> **About this exercise**:
Write out again, exactly, the lines below starting at the one with "function write(font, color, halo, rows, align" and ending at the one with "if (halo) context.strokeText(text, 0, 0);".

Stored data
· · ·

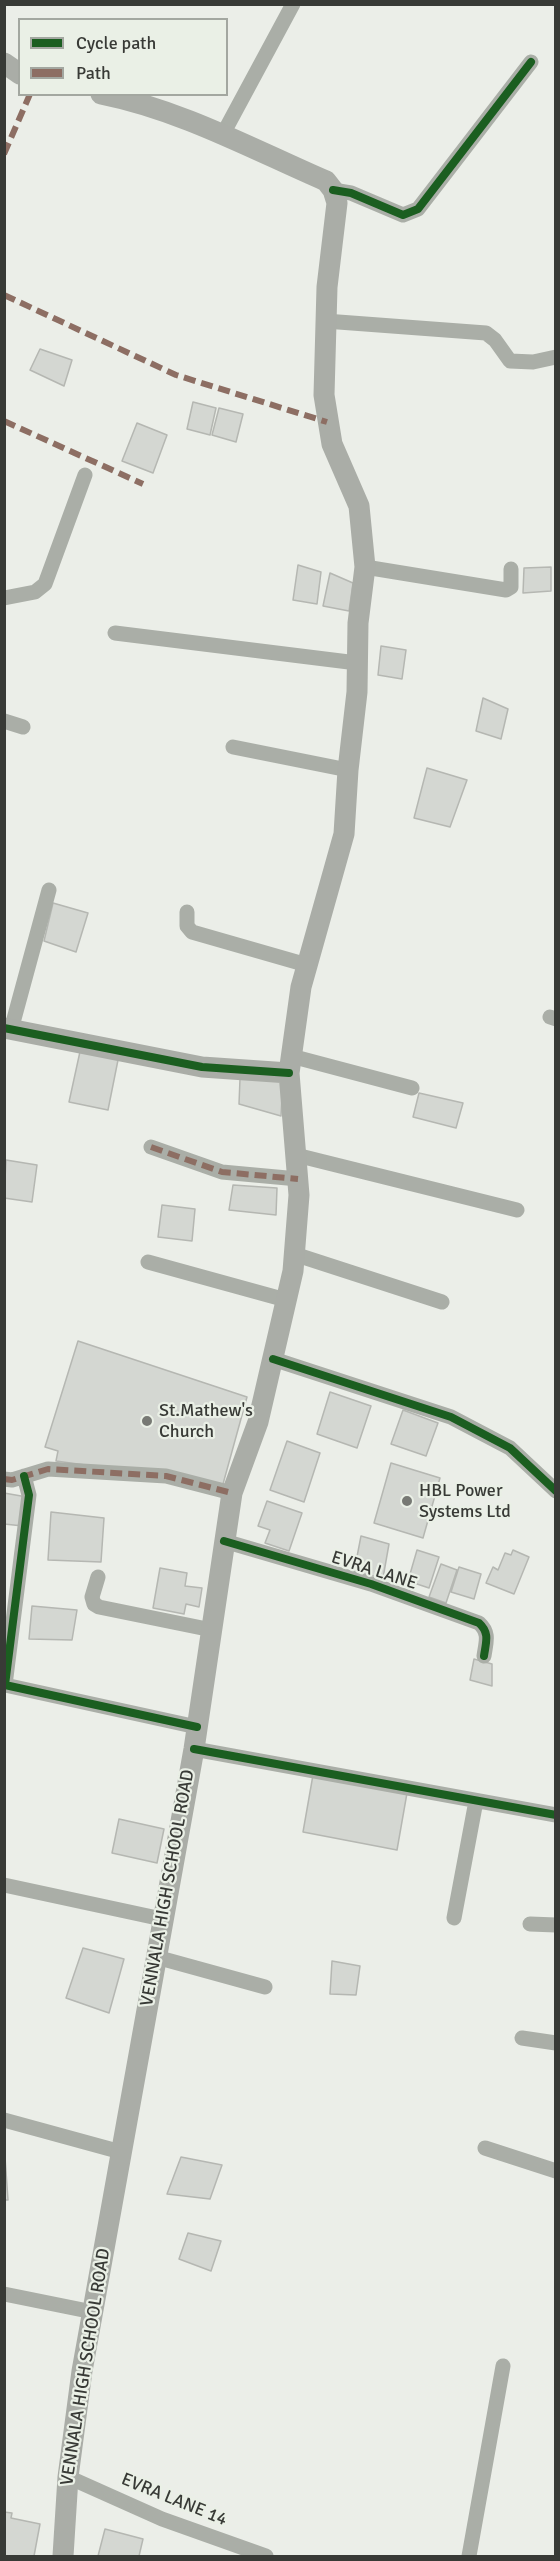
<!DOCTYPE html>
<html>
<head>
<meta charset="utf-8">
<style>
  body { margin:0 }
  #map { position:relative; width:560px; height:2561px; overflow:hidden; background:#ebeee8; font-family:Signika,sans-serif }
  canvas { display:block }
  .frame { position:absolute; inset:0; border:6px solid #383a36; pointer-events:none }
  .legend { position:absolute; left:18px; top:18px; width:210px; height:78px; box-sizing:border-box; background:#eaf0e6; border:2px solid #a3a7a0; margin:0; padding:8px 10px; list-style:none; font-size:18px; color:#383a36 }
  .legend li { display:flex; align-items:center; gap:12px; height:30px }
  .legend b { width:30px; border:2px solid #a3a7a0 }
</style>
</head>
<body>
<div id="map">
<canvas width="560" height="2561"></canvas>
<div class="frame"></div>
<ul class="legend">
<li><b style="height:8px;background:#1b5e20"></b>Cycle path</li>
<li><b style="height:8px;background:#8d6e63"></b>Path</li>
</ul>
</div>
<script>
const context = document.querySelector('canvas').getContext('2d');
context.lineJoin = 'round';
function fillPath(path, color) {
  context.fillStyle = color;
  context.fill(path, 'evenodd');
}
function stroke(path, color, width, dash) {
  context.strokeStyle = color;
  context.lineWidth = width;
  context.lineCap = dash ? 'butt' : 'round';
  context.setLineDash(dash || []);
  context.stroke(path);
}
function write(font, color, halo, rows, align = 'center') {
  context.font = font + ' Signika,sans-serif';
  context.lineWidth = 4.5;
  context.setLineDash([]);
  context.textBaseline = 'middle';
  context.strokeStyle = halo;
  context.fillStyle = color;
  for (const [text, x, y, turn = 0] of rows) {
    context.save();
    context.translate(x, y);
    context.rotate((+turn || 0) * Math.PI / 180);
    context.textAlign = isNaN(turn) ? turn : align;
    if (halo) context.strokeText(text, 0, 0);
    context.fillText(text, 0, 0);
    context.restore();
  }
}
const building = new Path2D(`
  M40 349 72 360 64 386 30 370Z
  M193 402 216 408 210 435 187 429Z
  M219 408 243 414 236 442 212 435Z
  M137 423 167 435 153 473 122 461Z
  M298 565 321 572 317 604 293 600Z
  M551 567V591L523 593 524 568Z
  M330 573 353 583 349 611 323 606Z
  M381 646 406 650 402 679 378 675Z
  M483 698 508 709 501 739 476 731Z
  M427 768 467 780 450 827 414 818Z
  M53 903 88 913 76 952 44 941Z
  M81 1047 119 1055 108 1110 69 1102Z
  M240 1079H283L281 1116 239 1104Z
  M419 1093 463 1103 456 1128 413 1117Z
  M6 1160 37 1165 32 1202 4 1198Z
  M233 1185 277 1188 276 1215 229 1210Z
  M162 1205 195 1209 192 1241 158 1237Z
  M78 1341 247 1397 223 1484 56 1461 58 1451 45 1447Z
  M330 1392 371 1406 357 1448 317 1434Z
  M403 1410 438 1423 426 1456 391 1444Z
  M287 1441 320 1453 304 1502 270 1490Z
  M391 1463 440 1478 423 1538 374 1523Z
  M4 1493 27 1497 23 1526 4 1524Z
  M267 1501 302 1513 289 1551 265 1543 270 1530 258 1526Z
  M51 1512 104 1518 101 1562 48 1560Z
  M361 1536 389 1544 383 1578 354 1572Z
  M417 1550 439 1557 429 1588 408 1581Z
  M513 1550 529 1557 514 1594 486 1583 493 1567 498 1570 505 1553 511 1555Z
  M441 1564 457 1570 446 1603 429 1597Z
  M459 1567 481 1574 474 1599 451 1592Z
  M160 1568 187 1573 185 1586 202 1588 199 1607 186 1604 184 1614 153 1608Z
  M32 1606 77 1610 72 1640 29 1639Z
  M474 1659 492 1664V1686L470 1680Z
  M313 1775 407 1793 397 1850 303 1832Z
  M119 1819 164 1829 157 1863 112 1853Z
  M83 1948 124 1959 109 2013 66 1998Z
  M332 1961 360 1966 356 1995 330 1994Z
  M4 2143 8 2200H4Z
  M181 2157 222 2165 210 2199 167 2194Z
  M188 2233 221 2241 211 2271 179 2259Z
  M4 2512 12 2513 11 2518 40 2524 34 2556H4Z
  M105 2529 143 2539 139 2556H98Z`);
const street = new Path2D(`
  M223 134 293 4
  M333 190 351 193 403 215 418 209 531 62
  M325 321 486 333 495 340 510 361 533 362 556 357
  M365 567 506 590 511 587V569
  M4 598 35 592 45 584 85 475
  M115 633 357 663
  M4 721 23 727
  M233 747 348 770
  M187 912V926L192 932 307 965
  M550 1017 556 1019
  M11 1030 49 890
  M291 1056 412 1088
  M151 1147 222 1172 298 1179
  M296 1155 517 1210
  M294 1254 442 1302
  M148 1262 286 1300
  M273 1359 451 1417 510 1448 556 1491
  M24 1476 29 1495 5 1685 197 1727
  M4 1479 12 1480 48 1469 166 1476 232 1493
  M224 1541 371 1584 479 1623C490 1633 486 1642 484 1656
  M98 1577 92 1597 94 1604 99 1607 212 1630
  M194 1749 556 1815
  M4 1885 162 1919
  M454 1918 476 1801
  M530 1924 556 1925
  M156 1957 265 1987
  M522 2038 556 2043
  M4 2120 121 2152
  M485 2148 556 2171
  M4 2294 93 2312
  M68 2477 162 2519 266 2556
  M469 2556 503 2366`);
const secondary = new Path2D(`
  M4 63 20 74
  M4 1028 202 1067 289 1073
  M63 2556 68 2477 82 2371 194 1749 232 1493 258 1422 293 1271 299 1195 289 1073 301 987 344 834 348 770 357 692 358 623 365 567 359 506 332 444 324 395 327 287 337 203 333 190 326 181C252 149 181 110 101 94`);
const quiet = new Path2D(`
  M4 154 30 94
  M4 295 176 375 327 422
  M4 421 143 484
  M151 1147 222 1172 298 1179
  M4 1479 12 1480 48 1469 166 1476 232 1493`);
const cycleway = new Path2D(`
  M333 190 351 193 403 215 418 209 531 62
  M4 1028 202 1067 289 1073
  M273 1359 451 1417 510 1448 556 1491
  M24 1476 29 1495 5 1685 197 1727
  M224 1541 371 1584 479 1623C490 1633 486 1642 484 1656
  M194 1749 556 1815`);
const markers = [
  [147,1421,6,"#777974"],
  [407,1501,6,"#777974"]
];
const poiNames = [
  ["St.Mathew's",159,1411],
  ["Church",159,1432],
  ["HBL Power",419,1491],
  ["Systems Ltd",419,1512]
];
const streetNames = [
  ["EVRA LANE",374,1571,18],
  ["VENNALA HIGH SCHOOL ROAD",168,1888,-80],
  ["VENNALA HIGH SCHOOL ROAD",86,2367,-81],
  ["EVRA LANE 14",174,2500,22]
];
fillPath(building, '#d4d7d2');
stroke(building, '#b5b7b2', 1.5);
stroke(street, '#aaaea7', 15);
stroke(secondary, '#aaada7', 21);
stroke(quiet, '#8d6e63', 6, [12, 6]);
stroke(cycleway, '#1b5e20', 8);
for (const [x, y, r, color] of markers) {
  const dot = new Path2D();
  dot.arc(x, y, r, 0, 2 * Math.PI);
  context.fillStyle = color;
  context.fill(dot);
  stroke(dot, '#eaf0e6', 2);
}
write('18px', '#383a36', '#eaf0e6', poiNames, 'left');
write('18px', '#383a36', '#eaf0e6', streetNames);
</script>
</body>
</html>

· · ·

> **Exercise solution**:
function write(font, color, halo, rows, align = 'center') {
  context.font = font + ' Signika,sans-serif';
  context.lineWidth = 4.5;
  context.setLineDash([]);
  context.textBaseline = 'middle';
  context.strokeStyle = halo;
  context.fillStyle = color;
  for (const [text, x, y, turn = 0] of rows) {
    context.save();
    context.translate(x, y);
    context.rotate((+turn || 0) * Math.PI / 180);
    context.textAlign = isNaN(turn) ? turn : align;
    if (halo) context.strokeText(text, 0, 0);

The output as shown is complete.